:: What to produce ::
All the lines below need to be transcribed exactly. Pictures get left out.

:: Given data ::
Segment Open

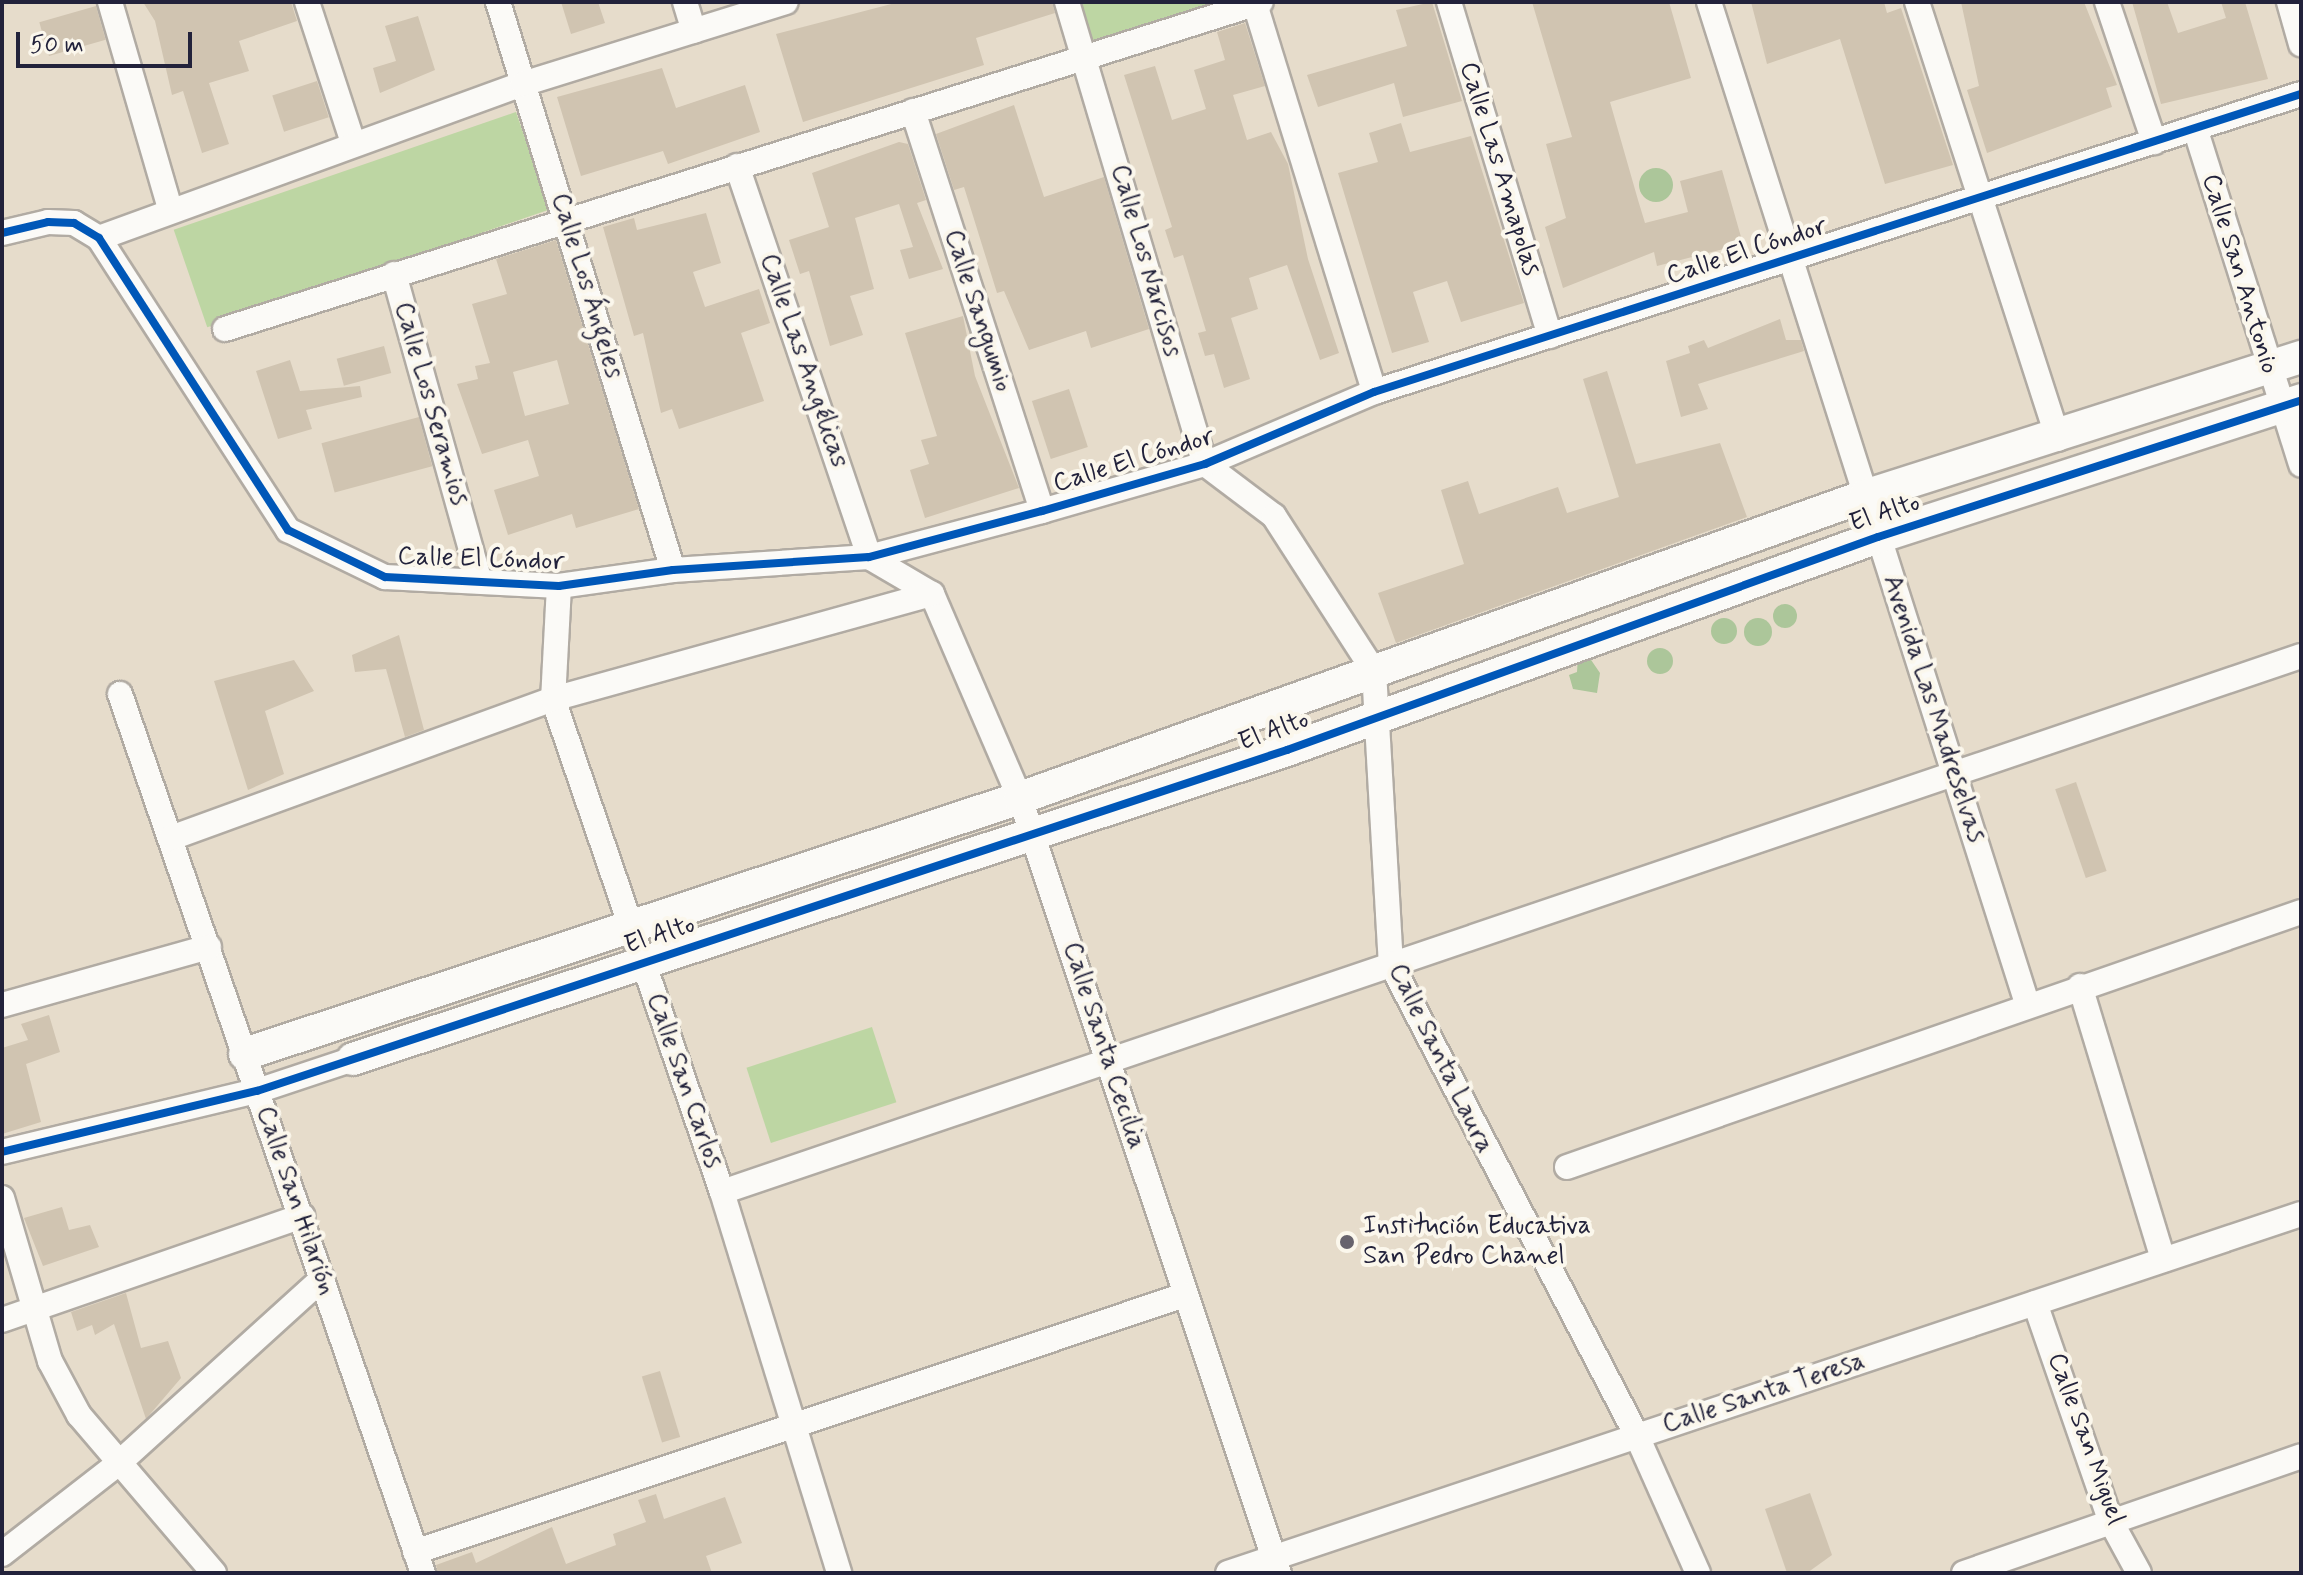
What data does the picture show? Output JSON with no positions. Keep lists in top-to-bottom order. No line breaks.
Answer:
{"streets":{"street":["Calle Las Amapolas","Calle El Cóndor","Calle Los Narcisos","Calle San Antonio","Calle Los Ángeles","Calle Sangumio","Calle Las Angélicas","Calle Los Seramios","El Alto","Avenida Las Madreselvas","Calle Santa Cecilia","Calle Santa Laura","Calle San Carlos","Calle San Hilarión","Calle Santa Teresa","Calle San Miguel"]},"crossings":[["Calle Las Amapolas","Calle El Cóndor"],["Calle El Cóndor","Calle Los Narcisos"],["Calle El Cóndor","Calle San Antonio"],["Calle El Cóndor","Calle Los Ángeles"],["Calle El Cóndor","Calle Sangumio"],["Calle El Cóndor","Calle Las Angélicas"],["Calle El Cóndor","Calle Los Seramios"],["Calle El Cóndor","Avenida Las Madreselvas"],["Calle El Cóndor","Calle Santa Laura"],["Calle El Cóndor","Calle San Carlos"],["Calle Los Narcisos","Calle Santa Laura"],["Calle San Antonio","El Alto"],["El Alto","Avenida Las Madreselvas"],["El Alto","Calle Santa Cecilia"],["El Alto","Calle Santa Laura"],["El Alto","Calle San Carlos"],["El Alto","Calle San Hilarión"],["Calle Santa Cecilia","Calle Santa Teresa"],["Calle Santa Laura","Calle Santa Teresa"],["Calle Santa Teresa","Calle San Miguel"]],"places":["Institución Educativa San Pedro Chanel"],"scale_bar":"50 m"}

Segment Closed

:: Answer ::
What data does the picture show? Output JSON with no positions. Keep lists in top-to-bottom order. No line breaks.
Answer:
{"streets":{"street":["Calle Las Amapolas","Calle El Cóndor","Calle Los Narcisos","Calle San Antonio","Calle Los Ángeles","Calle Sangumio","Calle Las Angélicas","Calle Los Seramios","El Alto","Avenida Las Madreselvas","Calle Santa Cecilia","Calle Santa Laura","Calle San Carlos","Calle San Hilarión","Calle Santa Teresa","Calle San Miguel"]},"crossings":[["Calle Las Amapolas","Calle El Cóndor"],["Calle El Cóndor","Calle Los Narcisos"],["Calle El Cóndor","Calle San Antonio"],["Calle El Cóndor","Calle Los Ángeles"],["Calle El Cóndor","Calle Sangumio"],["Calle El Cóndor","Calle Las Angélicas"],["Calle El Cóndor","Calle Los Seramios"],["Calle El Cóndor","Avenida Las Madreselvas"],["Calle El Cóndor","Calle Santa Laura"],["Calle El Cóndor","Calle San Carlos"],["Calle Los Narcisos","Calle Santa Laura"],["Calle San Antonio","El Alto"],["El Alto","Avenida Las Madreselvas"],["El Alto","Calle Santa Cecilia"],["El Alto","Calle Santa Laura"],["El Alto","Calle San Carlos"],["El Alto","Calle San Hilarión"],["Calle Santa Cecilia","Calle Santa Teresa"],["Calle Santa Laura","Calle Santa Teresa"],["Calle Santa Teresa","Calle San Miguel"]],"places":["Institución Educativa San Pedro Chanel"],"scale_bar":"50 m"}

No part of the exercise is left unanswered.